• EXERCISE DATA:

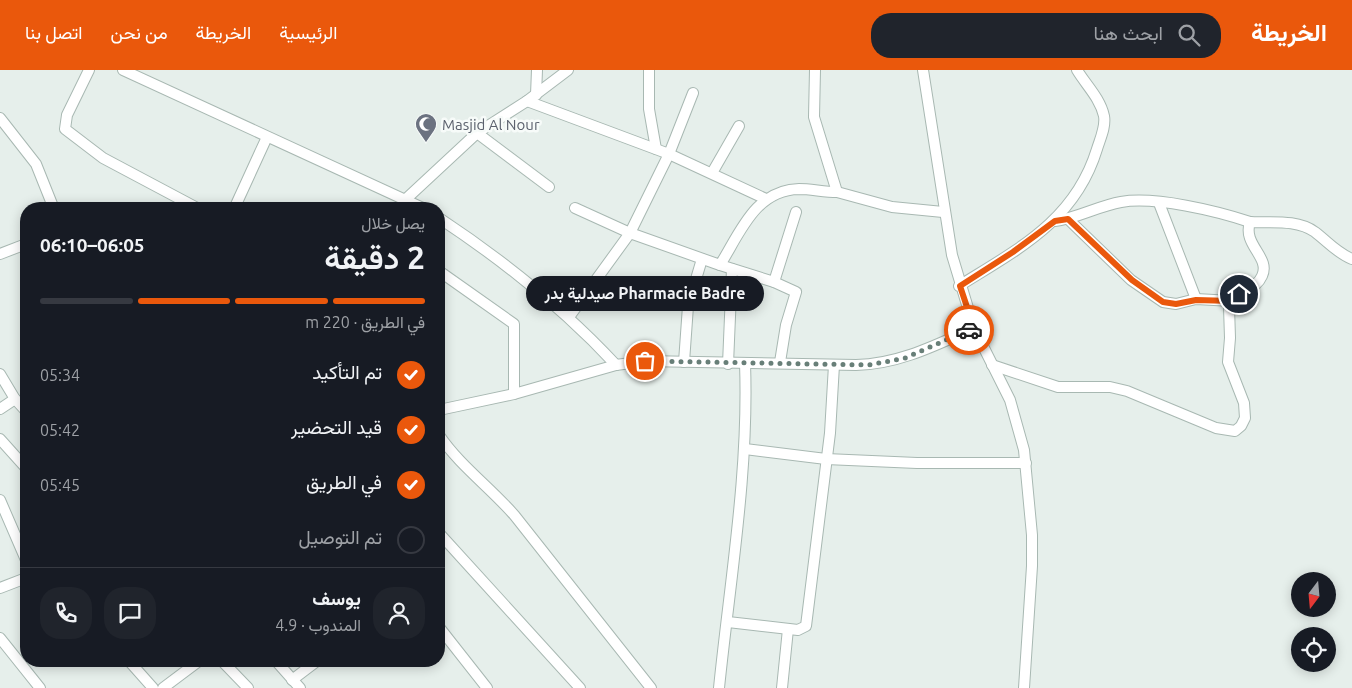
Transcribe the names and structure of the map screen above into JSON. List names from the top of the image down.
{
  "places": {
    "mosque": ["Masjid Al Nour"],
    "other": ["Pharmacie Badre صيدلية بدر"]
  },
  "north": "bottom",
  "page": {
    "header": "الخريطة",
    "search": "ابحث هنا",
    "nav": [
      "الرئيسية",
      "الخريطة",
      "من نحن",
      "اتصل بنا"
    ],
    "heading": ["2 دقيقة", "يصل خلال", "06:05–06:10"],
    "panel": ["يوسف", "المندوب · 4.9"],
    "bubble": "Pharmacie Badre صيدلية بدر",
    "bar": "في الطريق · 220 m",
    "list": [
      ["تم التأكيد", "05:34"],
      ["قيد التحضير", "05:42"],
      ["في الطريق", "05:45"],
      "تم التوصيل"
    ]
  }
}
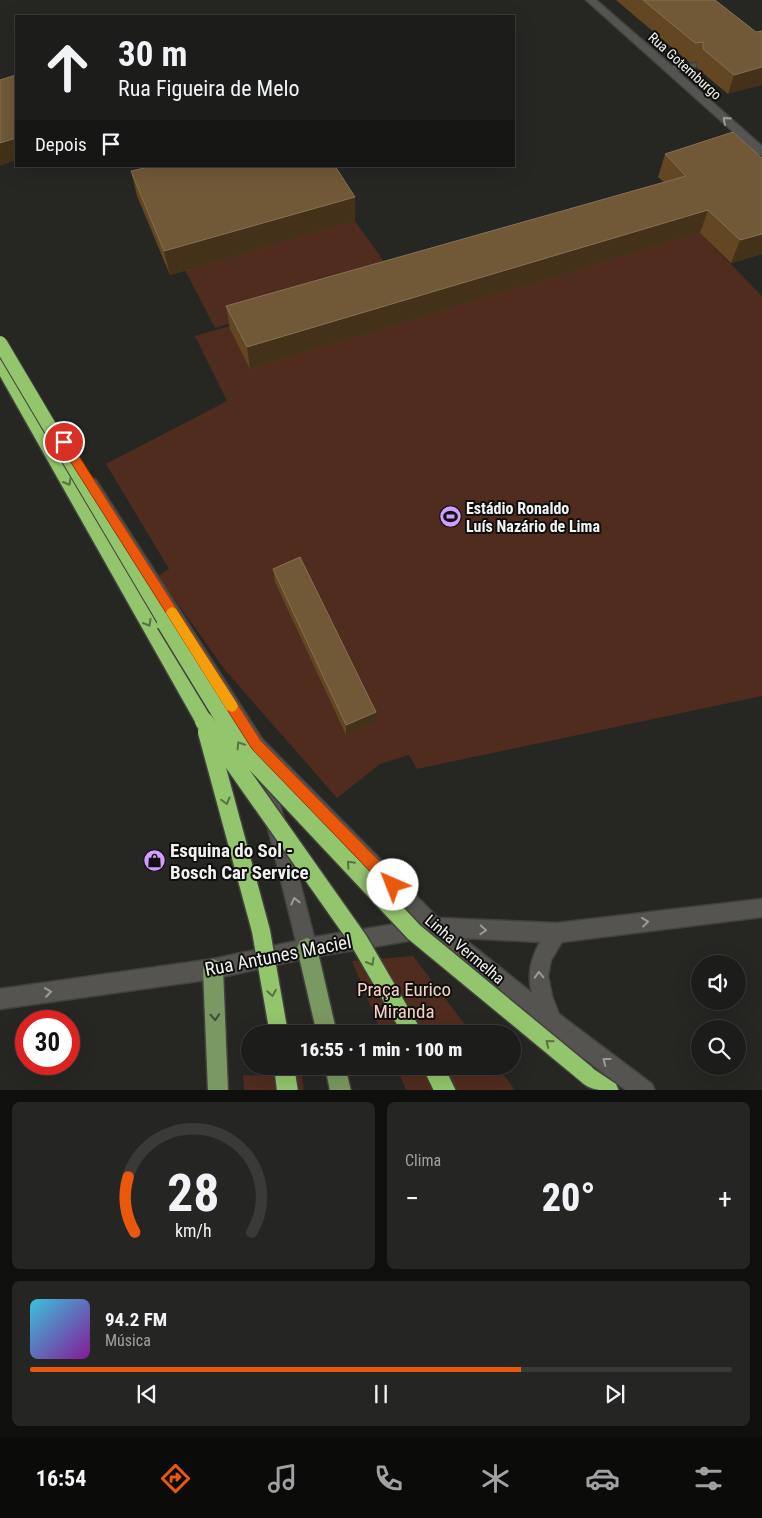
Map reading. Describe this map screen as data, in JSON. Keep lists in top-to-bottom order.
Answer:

• WORK TASK:
Reproduce each line above precisely, with no pictures.

• PROBLEM SOLUTION:
Transcribe the names and structure of the map screen above into JSON. List names from the top of the image down.
{
  "places": {
    "mosque": ["Masjid Al Nour"],
    "other": ["Pharmacie Badre صيدلية بدر"]
  },
  "north": "bottom",
  "page": {
    "header": "الخريطة",
    "search": "ابحث هنا",
    "nav": [
      "الرئيسية",
      "الخريطة",
      "من نحن",
      "اتصل بنا"
    ],
    "heading": ["2 دقيقة", "يصل خلال", "06:05–06:10"],
    "panel": ["يوسف", "المندوب · 4.9"],
    "bubble": "Pharmacie Badre صيدلية بدر",
    "bar": "في الطريق · 220 m",
    "list": [
      ["تم التأكيد", "05:34"],
      ["قيد التحضير", "05:42"],
      ["في الطريق", "05:45"],
      "تم التوصيل"
    ]
  }
}
Map reading. Describe this map screen as data, in JSON. Keep lists in top-to-bottom order.
Answer:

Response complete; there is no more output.